Obviously not every, every provider was in every buyer's guide, it was, it was roughly between 20 and 30 in each one.
[00:20:03] Speaker A: So yeah, and even that is a pretty substantial number for any organization, even a large global organization, to try to sift through that themselves and have to, you know, basically host presentations from, you know, 30 or 40 vendors and do their own sort of RFP process and then try to, you know, do. There's always a question in my mind, you know, where I end up getting called in for things like this is, you know, do they even have the staff that could actually evaluate, you know, what you, what we just talked about is, is this just hype in the slides? Does the product actually do it? But then even more so, it's like, do we need the product to do that? You know, are there, you know, these features may be fantastic, but are they things we actually need as an organization? And to try to go through all of those vendors yourself with, you know, to do that would. You'd have to have pretty much a dedicated team of fairly knowledgeable people to do, which obviously, you know, you do that yourself. That's what you do in your role at isg. And you guys go do that and basically have done that for the organizations so they can read some conclusions and see what you've done.
[00:21:16] Speaker B: Exactly. And you know, you know, obviously each enterprise is going to be different in terms of their needs and requirements and you know, products they've already got and products, they look gaps they're looking to fill. But yeah, the Buyer's guide is, is definitely designed to at least, at least give them a head start in doing that. You know, we see a lot of interest obviously across the, the ISG client base in terms of at least drawing up from a long list to a short list and identify which providers are worth spending more time with. Because one of the things that absolutely continues to be true in this space is a huge number of providers in the space. I mean, data observability in particular, we only assessed 17 providers because those that, because we have a inclusion criteria which is based on obviously the capabilities but also the size of the company. But there was actually another 25, what we call providers of promise that we could have evaluated in that area. So it's just a huge, huge number.

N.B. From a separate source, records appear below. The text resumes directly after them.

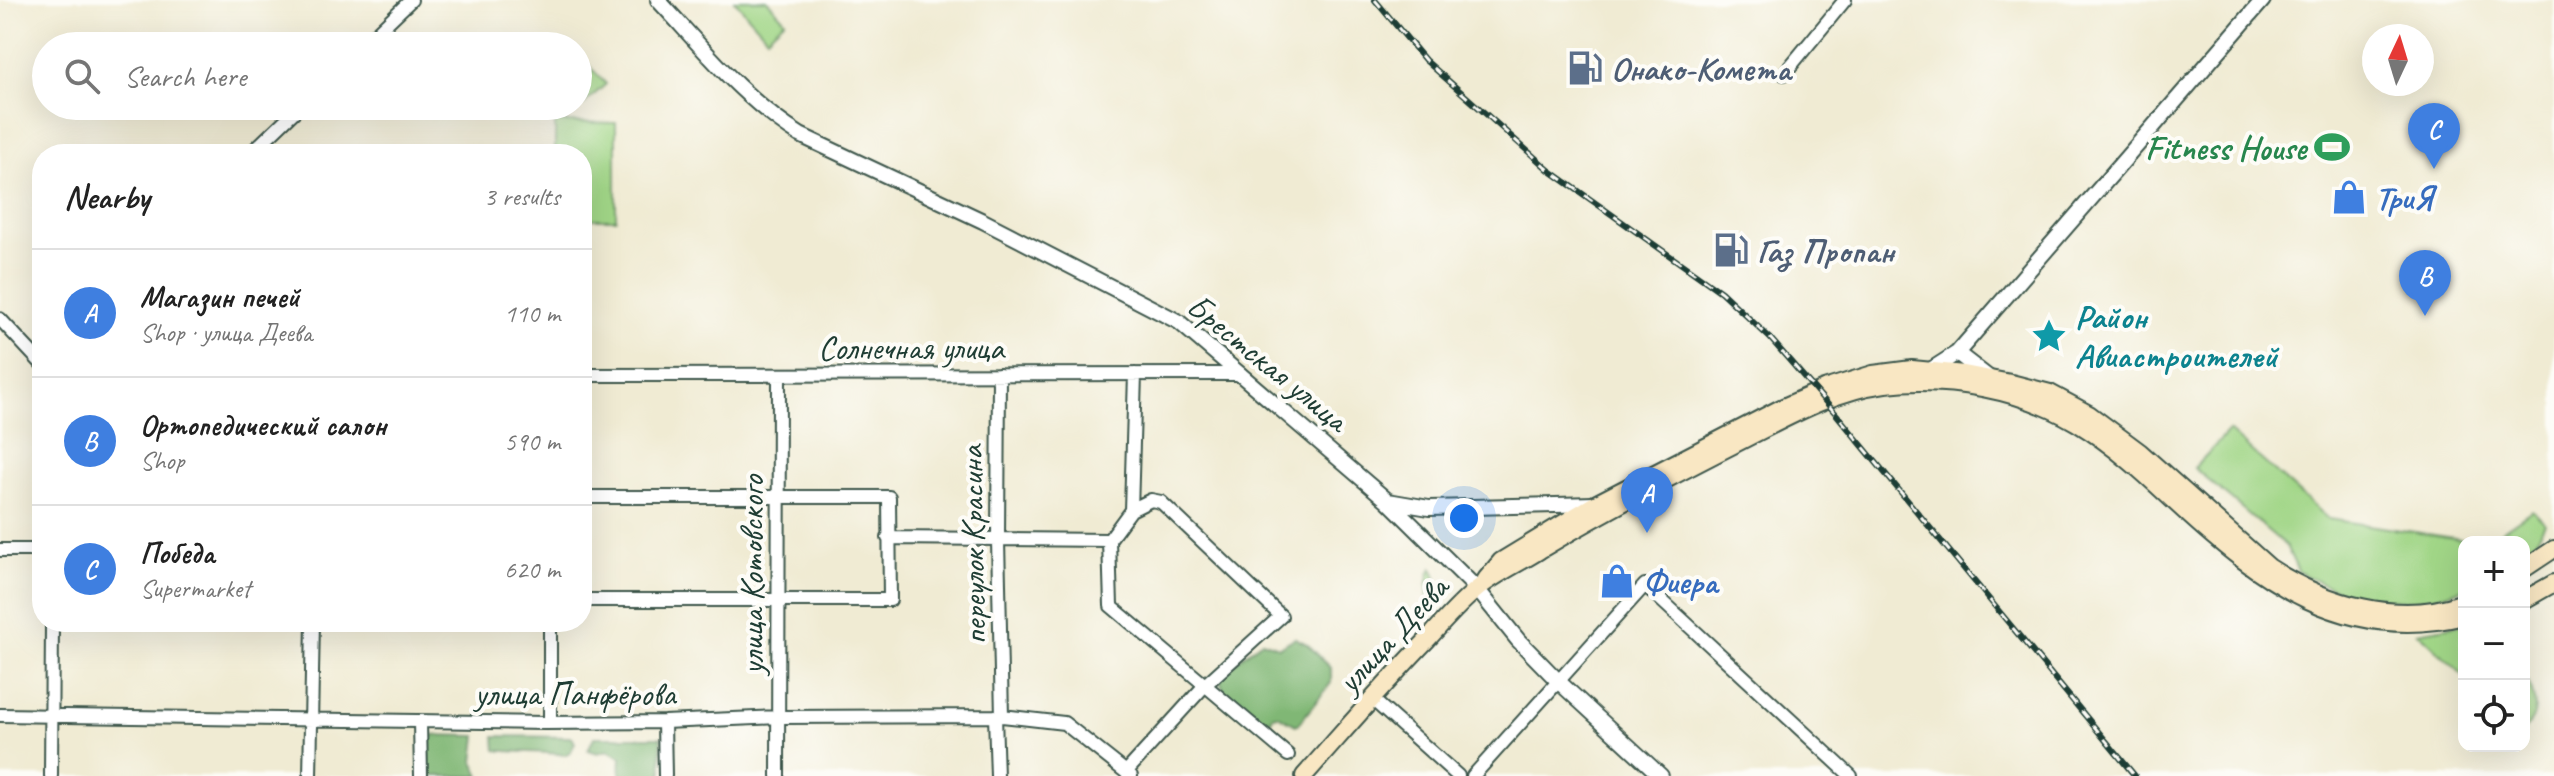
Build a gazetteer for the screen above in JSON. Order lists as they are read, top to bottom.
{
  "streets": {
    "main road": ["улица Деева"],
    "street": [
      "Солнечная улица",
      "Брестская улица",
      "переулок Красина",
      "улица Котовского",
      "улица Панфёрова"
    ]
  },
  "crossings": [
    ["Солнечная улица", "Брестская улица"],
    ["Солнечная улица", "переулок Красина"],
    ["Солнечная улица", "улица Котовского"],
    ["Брестская улица", "улица Деева"],
    ["переулок Красина", "улица Панфёрова"],
    ["улица Котовского", "улица Панфёрова"]
  ],
  "places": {
    "fuel station": ["Онако-Комета", "Газ Пропан"],
    "sports": ["Fitness House"],
    "shop": ["ТриЯ", "Фиера"],
    "place": ["Район Авиастроителей"]
  },
  "north": "top",
  "page": {
    "search": "Search here",
    "pins": ["C", "B", "A"],
    "heading": ["Nearby", "3 results"],
    "list": [
      {
        "mark": "A",
        "name": "Магазин печей",
        "note": "Shop · улица Деева",
        "value": "110 m"
      },
      {
        "mark": "B",
        "name": "Ортопедический салон",
        "note": "Shop",
        "value": "590 m"
      },
      {
        "mark": "C",
        "name": "Победа",
        "note": "Supermarket",
        "value": "620 m"
      }
    ],
    "map_buttons": ["+", "−"]
  }
}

[00:22:22] Speaker A: It's a lot.
[00:22:24] Speaker B: It is particularly in that data observability space. And of course, not all of them are going to survive. Some of them will be acquired, some of them, some of them will become bigger, some of them will evolve into more general data ops providers, and some of them will disappear. And that's the challenge, obviously, as you said, from an enterprise looking at that number of providers, how do you begin to weed those out?
[00:22:48] Speaker A: Yeah, I had no idea there were that many in particular in that category that there's that many out there. Again, that's where your buyer guides are definitely a benefit to organizations because there's companies out there that you might not have heard of that might actually be on the top of your list. You do the evaluation thing. Hey, you should look at. If you want to look at a couple companies, here's the ones that you should look at. And they may be companies that these organizations have never heard of. So, like, yeah, yeah, I think last time, like DataOps Live wasn't even in the mix, if I remember correctly from the last.
[00:23:23] Speaker B: Yeah, last time, the company was just very. Just below the level of inclusion criteria. So. But obviously, yeah, made the cut this time.
[00:23:33] Speaker A: Yeah, yeah. So that's going to be, you know, people that are looking at the guide this time versus the one that they looked at it, you know, last time. You know, we're in there now. We weren't there before.
And I'm sure there are. There are other companies obviously that you've uncovered in the research that. Yeah, a year ago they weren't in the report. This year they're in the report.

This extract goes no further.